Cette fois l’hilarité gagne la salle.
— Alors j’ai frappé de toutes mes forces et ils se sont mis à grogner différemment dans leur bâillon. Comme des animaux. Tu t’imagines, Lucrèce, les hommes les plus puissants des médias, ceux qu’on n’arrive jamais à approcher, et je les avais à mes pieds à quatre pattes. Et je leur donnais des coups de martinet. Mais mon rêve, tu veux que je te dise, c’était… de leur filer mon curriculum vitae pour décrocher un job dans une chaîne !
Cette fois la salle tout entière s’esclaffe. En revanche, Lucrèce Nemrod reste sagement à un 3 sur 20. L’autre poursuit, imperturbable :
— Même un travail de standardiste m’aurait suffi.
La salle est emballée.
— J’ai laissé tomber. Par la suite j’ai trouvé un job plus en accord avec ma première passion : vendeuse dans un magasin de farces et attrapes. Tu sais, le fluide glacial et le poil à gratter ? Eh bien c’étaient mes spécialités. Et là mon public était essentiellement composé de morveux sadiques de 13 ans prêts à devenir plus tard… directeurs de chaînes chez ma copine !
La salle pouffe encore alors que la jeune journaliste reste imperturbable.
— Ce n’était pas grand-chose mais j’ai pu financer mes apparitions sur scène. Et j’ai amélioré mon art de faire rire pour devenir une vraie professionnelle.
— Mais si tu es ici, c’est que tu es restée une vraie professionnelle qui… débute, tranche Lucrèce.
Quelques rires d’approbation lui parviennent.
— Ah, j’aime te voir comme ça. Toujours farouche. Toujours libre. Je sais que tu ne me croiras pas, mais sache que je t’ai toujours aimée, Lucrèce. Tu es la plus belle femme que j’aie rencontrée dans ma vie. Tu es la féminité incarnée.
L’ambiance retombe d’un coup.
Le compteur de Lucrèce reste à 3 sur 20.
Le public manifeste :
— PRAUB ! PRAUB ! PRAUB !
Lucrèce répond :
— Et moi je te trouve ridicule. Tu es juste une marchande de farces et attrapes, Marie-Ange.

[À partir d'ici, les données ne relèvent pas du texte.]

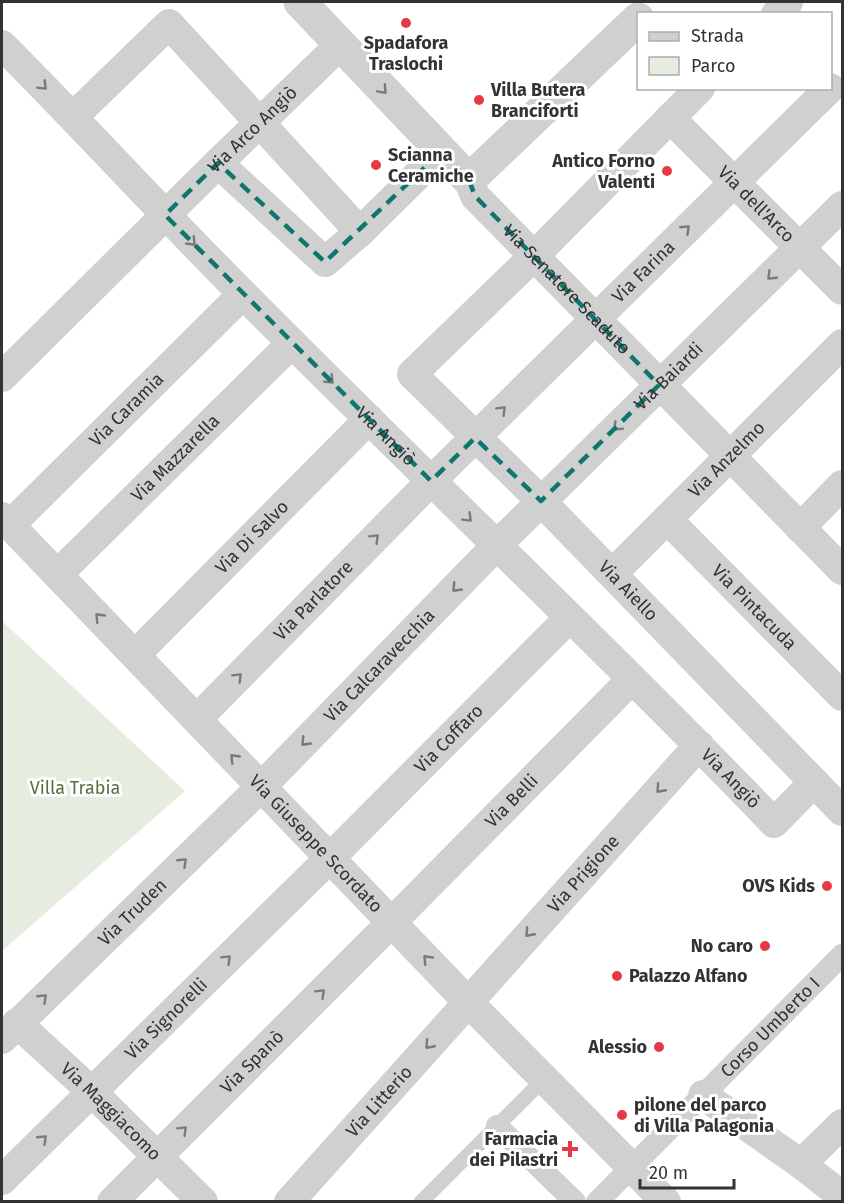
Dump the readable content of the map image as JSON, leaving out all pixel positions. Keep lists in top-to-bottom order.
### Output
{
  "streets": {
    "street": [
      "Via Arco Angiò",
      "Via dell'Arco",
      "Via Farina",
      "Via Senatore Scaduto",
      "Via Baiardi",
      "Via Caramia",
      "Via Angiò",
      "Via Mazzarella",
      "Via Anzelmo",
      "Via Di Salvo",
      "Via Aiello",
      "Via Parlatore",
      "Via Pintacuda",
      "Via Calcaravecchia",
      "Via Coffaro",
      "Via Belli",
      "Via Giuseppe Scordato",
      "Via Prigione",
      "Via Truden",
      "Via Signorelli",
      "Corso Umberto I",
      "Via Spanò",
      "Via Litterio",
      "Via Maggiacomo"
    ]
  },
  "crossings": [
    ["Via Arco Angiò", "Via Senatore Scaduto"],
    ["Via Arco Angiò", "Via Angiò"],
    ["Via dell'Arco", "Via Farina"],
    ["Via dell'Arco", "Via Baiardi"],
    ["Via Farina", "Via Senatore Scaduto"],
    ["Via Farina", "Via Angiò"],
    ["Via Farina", "Via Aiello"],
    ["Via Farina", "Via Parlatore"],
    ["Via Senatore Scaduto", "Via Baiardi"],
    ["Via Senatore Scaduto", "Via Anzelmo"],
    ["Via Senatore Scaduto", "Via Aiello"],
    ["Via Baiardi", "Via Angiò"],
    ["Via Baiardi", "Via Aiello"],
    ["Via Baiardi", "Via Calcaravecchia"],
    ["Via Caramia", "Via Angiò"],
    ["Via Caramia", "Via Giuseppe Scordato"],
    ["Via Angiò", "Via Mazzarella"],
    ["Via Angiò", "Via Di Salvo"],
    ["Via Angiò", "Via Aiello"],
    ["Via Angiò", "Via Parlatore"],
    ["Via Angiò", "Via Calcaravecchia"],
    ["Via Angiò", "Via Coffaro"],
    ["Via Angiò", "Via Belli"],
    ["Via Angiò", "Via Prigione"],
    ["Via Mazzarella", "Via Giuseppe Scordato"],
    ["Via Anzelmo", "Via Aiello"],
    ["Via Anzelmo", "Via Pintacuda"],
    ["Via Di Salvo", "Via Giuseppe Scordato"],
    ["Via Parlatore", "Via Giuseppe Scordato"],
    ["Via Calcaravecchia", "Via Giuseppe Scordato"],
    ["Via Calcaravecchia", "Via Truden"],
    ["Via Coffaro", "Via Giuseppe Scordato"],
    ["Via Coffaro", "Via Signorelli"],
    ["Via Belli", "Via Giuseppe Scordato"],
    ["Via Belli", "Via Spanò"],
    ["Via Giuseppe Scordato", "Via Prigione"],
    ["Via Giuseppe Scordato", "Via Truden"],
    ["Via Giuseppe Scordato", "Via Signorelli"],
    ["Via Giuseppe Scordato", "Corso Umberto I"],
    ["Via Giuseppe Scordato", "Via Spanò"],
    ["Via Giuseppe Scordato", "Via Litterio"],
    ["Via Prigione", "Via Litterio"],
    ["Via Truden", "Via Maggiacomo"],
    ["Via Signorelli", "Via Maggiacomo"],
    ["Via Spanò", "Via Maggiacomo"]
  ],
  "one_way": [
    "Via Angiò",
    "Via Parlatore",
    "Via Calcaravecchia",
    "Via Prigione",
    "Via Truden",
    "Via Signorelli",
    "Via Spanò",
    "Via Litterio"
  ],
  "parks": ["Villa Trabia"],
  "places": {
    "other": [
      "Spadafora Traslochi",
      "Villa Butera Branciforti",
      "Scianna Ceramiche",
      "Antico Forno Valenti",
      "OVS Kids",
      "No caro",
      "Palazzo Alfano",
      "Alessio",
      "pilone del parco di Villa Palagonia"
    ],
    "health": ["Farmacia dei Pilastri"]
  },
  "legend": ["Strada", "Parco"],
  "scale_bar": "20 m"
}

La fille aux longs cheveux noirs ne rit pas, mais son émotion modifie la résistivité de sa peau et elle monte à 11 sur 20.
La salle réagit à nouveau.
— SOIS DRÔLE OU SOIS MORTE ! SOIS DRÔLE OU SOIS MORTE !
— Jamais je ne t’ai oubliée, Lucrèce. Tu as été ma plus grande histoire d’amour. Mais tu ne comprends rien. Alors maintenant je vais te tuer car faire rire c’est mon métier. Ta mort sera l’aboutissement de cette blague commencée il y a plus de dix ans.
Lucrèce monte à 9 sur 20. C’est une émotion de rage. Cette fois les parieurs commencent à être déçus.
— PAS DE BLABLA. PRAUB ! PRAUB ! SOIS DRÔLE OU SOIS MORTE ! crie quelqu’un.
— Tu vois, tu déçois le public. Tu n’es pas drôle. Allez, continuons dans l’humour. Sache qu’après t’avoir dit « ce n’est pas grave » je suis retournée dans ma chambre et j’ai tenté de me suicider.
La salle applaudit la repartie.
— Te suicider ?
Marie-Ange ne peut retenir un début de rire qui la fait monter à 13 sur 20.
Des mains se lèvent pour augmenter les mises. Les Darius Girls courent pour recueillir les paris, nettement à l’avantage de Lucrèce Nemrod, donnée gagnante à 8 contre 1.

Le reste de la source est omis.